Eureka!!: Segment Tree

Thursday, July 21, 2011

Segment Tree

Segment trees (for beginners)
--------------------------------------

Lets start with a simple problem.

Given an array of numbers. There are 2 types of operations to do.
1. update any element in the array
2. find the maximum/minimum in the given range (i,j)

Simple solution.
-- updating is no problem. a[i]=x; :D
-- finding maximum/minimum can be done in one for loop of (j-i+1) iterations.

Can we do any better?
The answer is yes.
In fact we can do both the operation in O(log n) where n is the size of the array.

That's when segment tree comes handy.

A Segment Tree is a binary tree.
For the sake of convinience, lets take an array of size N = 2^n.

Suppose we have some work to do. If one person does it all, a lot of effort/time is needed.
So to reduce the time as well as effort we can divide the responsibilities among many people.

We can divide the responsibilities in Segment Trees as well.
Lets distribute the responsibilities to different nodes as follows.
-> each node carries the maximum and/or minimum value of all its childrens.

For example:
Suppose we have an array of size 8.

Let us construct a complete binary tree (segment tree) as below.

In a segment tree the list of leaf nodes represents the actual array where the main data resides. Here there are 8 leaf nodes which correspond to the elements of array we wish to update or find max/min in the range.

Each node stores the required information (here maximum/minimum) assigned to them.
for eg: The root node stores maximum/minimum of all the nodes from node 1 to node 8.

Assume such tree exists. Lets walk through how we process the following queries.

1. Find maximum in range (1,8)

Return the answer stored in the root of the tree.

2. Find maximum in range (3,6)

check root(1-8) ---(our range is a subset of this range) so branch in.
check (1-4) hmm..contains partially
check (1-2) out of range...dont check its children.
check (3-4) hmm..completely inside the range...take the value..dont go to children(since it lies completely inside the range (3,6) ).
check (5-8) hmm...contains our answer partially
check (5-6) completely inside our range. so take its info. dont branch in.
check (7-8) completely outside our range. dont branch in.

Now finally compare all the values we took in the process.
Remember we took the values of range(3-4) and (5-6)
Just compare them and we have the maximum.

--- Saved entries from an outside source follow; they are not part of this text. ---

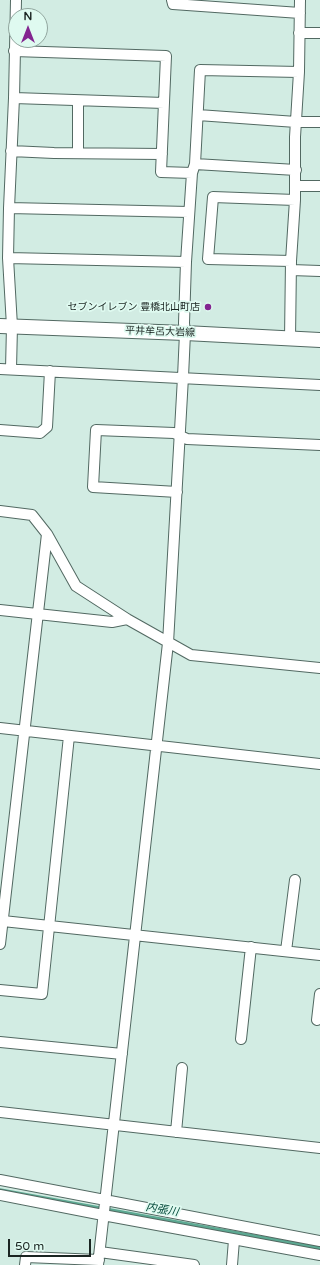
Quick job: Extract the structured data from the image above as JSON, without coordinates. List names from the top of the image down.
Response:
{
  "streets": {
    "main road": ["平井牟呂大岩線"]
  },
  "water": ["内張川"],
  "places": ["セブンイレブン 豊橋北山町店"],
  "scale_bar": "50 m",
  "north": "top"
}
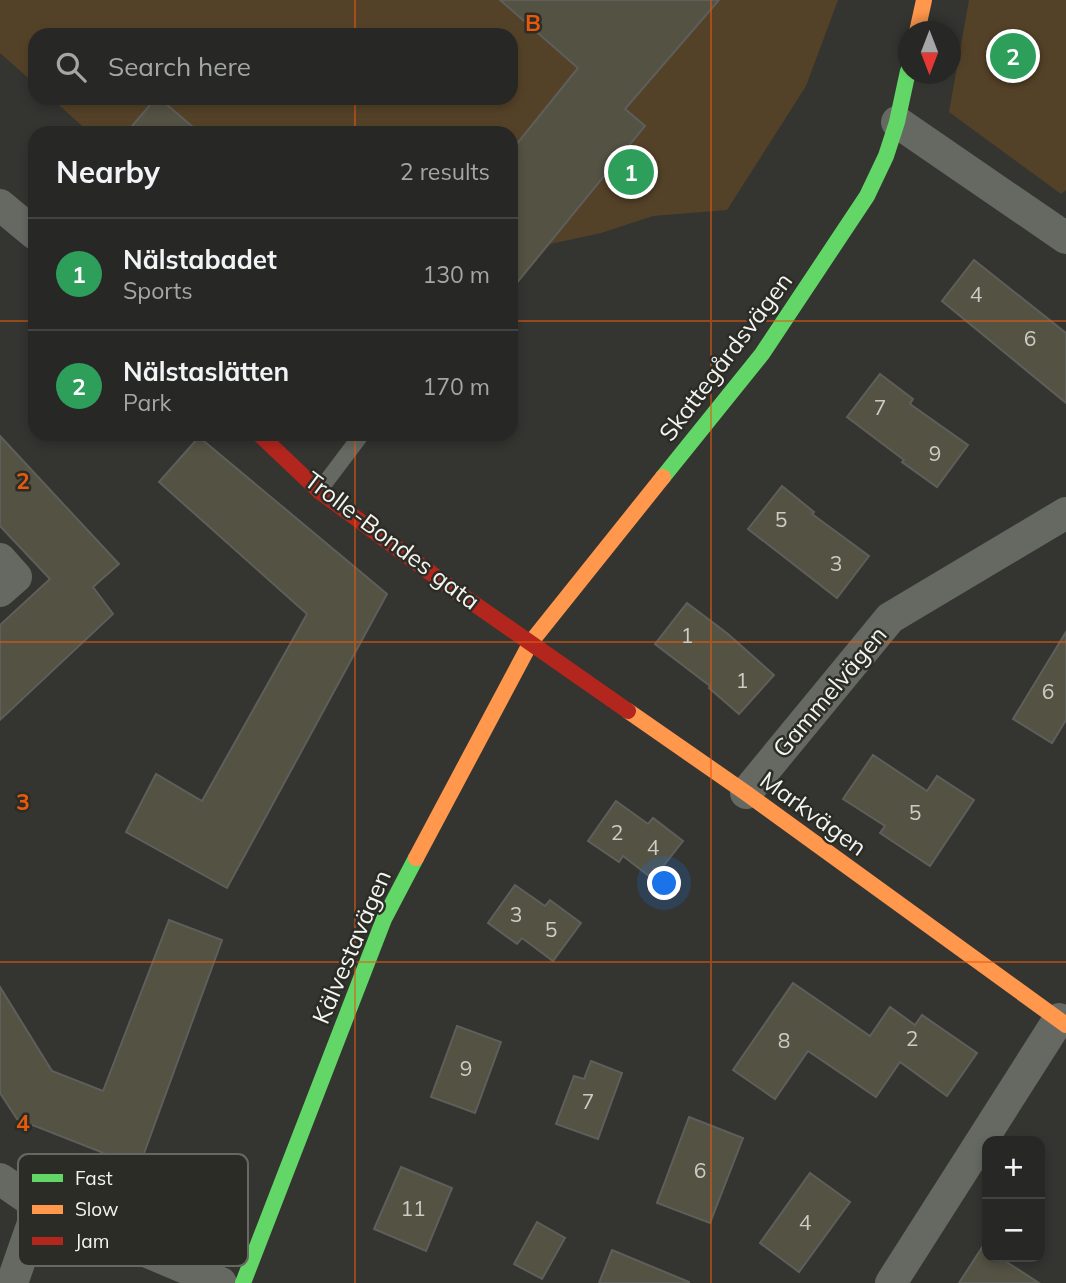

Here we visited none of the leaf nodes. We visited some internal nodes only.
In practice if the segment tree is very large then we skip too many nodes.
So effectively the number of nodes examined will be of order of O(height) the tree.
which is log N.

***********Happy Coding*******************

Let me give you how to build the tree for finding maximum in a range.
A binary tree can be represented by an array. For convenience I have named the root as 1. The 2 children of a node n are 2*n and 2*n + 1.

If you have an array 'arr' of size 1000, then call build function as below.
build (1, 0, 999);

int tree[3*MAX]; //a segment tree is nearly twice as large as the array.
int arr[MAX];

void build(int n, int b, int e)
{
if (b>e) return;
else if (b==e)
{
tree[n] = arr[b];
return;
}

build ( n*2 , b , (b+e)/2 ); //go to children...child nodes of node n are 2n and 2n+1.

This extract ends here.